Split the shared StepGraph sg into target_sg and draft_sg, each with its own ggml_gallocr. Target verify settles into the 3127-node topology, draft into 186-node, neither bounces.

 dflash/test/test_dflash.cpp | 42 ++++++++++++++++++++++++++++--------------

The diff is minimized via a StepGraph & sg = target_sg; alias so the existing prefill/target-verify call sites are unchanged; only the draft block (~10 references) swaps sg.X for draft_sg.X. Daemon-mode reset and the two migrate-cache sites destroy both StepGraphs.

Verification

Patched ggml_gallocr_alloc_graph to unconditionally fprintf to stderr at each "needs_realloc returns true" site (removing the #ifndef NDEBUG gate). Ran test_dflash on a tokenized HE prompt + n_gen=256 + --ddtree-budget=22 + --max-ctx=2048 + --fast-rollback. Same prompt, same flags, before vs after this commit:

Before After
needs_realloc events over 26 steps 56 3 (initial only)
cudaFree+cudaMalloc events during decode 14 0

Reasons breakdown before fix:

  • 26: n_nodes 186 → 3127
  • 25: n_nodes 3127 → 186 (the alternation)
  • 3: per-tensor size grew (monotonic kv_pad growth)
  • 2: initial reserves

After fix: just the 3 initial reserves (one per gallocr, each fired exactly once at first use).

Bench (RTX 3090 / Linux / CUDA 12.6)

bench_he.py --n-gen 128 --ddtree-budget 22, 3-run mean:

  • main: 86.72 tok/s (runs: 85.38, 88.05, 86.72)
  • this fix: 84.99 tok/s (runs: 84.98, 81.71, 88.30)

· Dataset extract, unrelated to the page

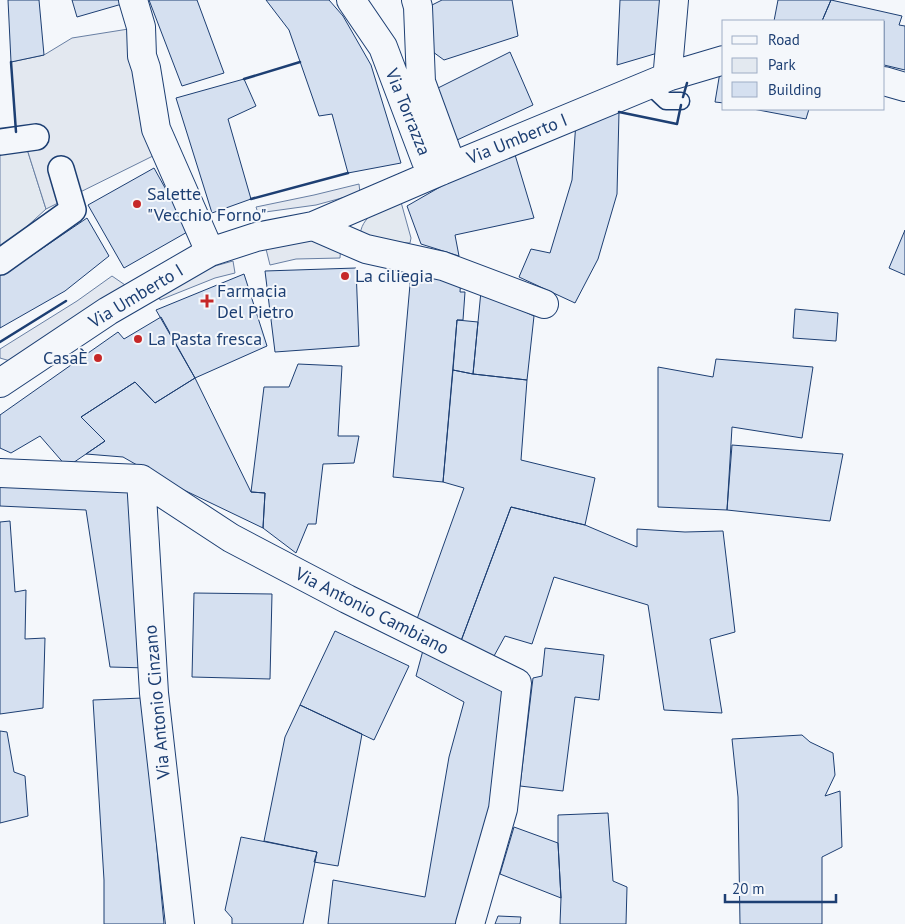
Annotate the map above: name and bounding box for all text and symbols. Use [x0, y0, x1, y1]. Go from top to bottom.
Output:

Within bench-noise. This is consistent with the hypothesis that on Linux/CUDA 12.6 the per-step cudaFree+cudaMalloc cost is small (driver fast-paths the alloc), so eliminating it doesn't show up as decode tok/s. The reporter's Windows/CUDA 13 stack has a slower stream-allocator where the saved cost should translate into measurable tok/s recovery — needs verification on their box.

Test plan

  • Build clean (Release).
  • bench_he.py parity (within noise).
  • Bit-exact correctness preserved across the fix (same step count, same accept length, same final committed token).
  • Instrumentation confirms the realloc-per-step pattern is gone.
  • Reporter (@gtrak) verifies on Windows / RTX 4090 / CUDA 13 — does this recover decode tok/s at 16k+ context?

What this does NOT fix

  • Residual needs_realloc events from monotonic kv_pad growth at long context — these are rare boundary crossings (every ~256 tokens), not per-step. Codex review flagged these as low-severity; not chasing unless the reporter still sees churn.
  • Codex review also flagged the StepGraph & sg = target_sg; alias as a low-severity readability footgun — a follow-up s/sg/target_sg/g would clarify. Held to keep this PR minimal.

…-decode step

Issue Luce-Org#55: every spec-decode iteration calls build_target_step_tree
(target verify, ~3127 graph nodes) and build_draft_step (draft forward,
~186 graph nodes) on the SAME StepGraph, sharing one ggml_gallocr.
ggml_gallocr_needs_realloc compares galloc->n_nodes to graph->n_nodes,
so every call sees a mismatch left over from the previous call's
opposite topology, forcing ggml_gallocr_reserve to re-walk the entire
graph (CPU cost) and often cudaFree+cudaMalloc the activation buffer
(GPU driver cost).  Reporter on Windows/RTX 4090 sees the
"graph has different number of nodes" debug log fire every step and
decode tok/s halving from 90 @ 16k context to 55 @ 32k context.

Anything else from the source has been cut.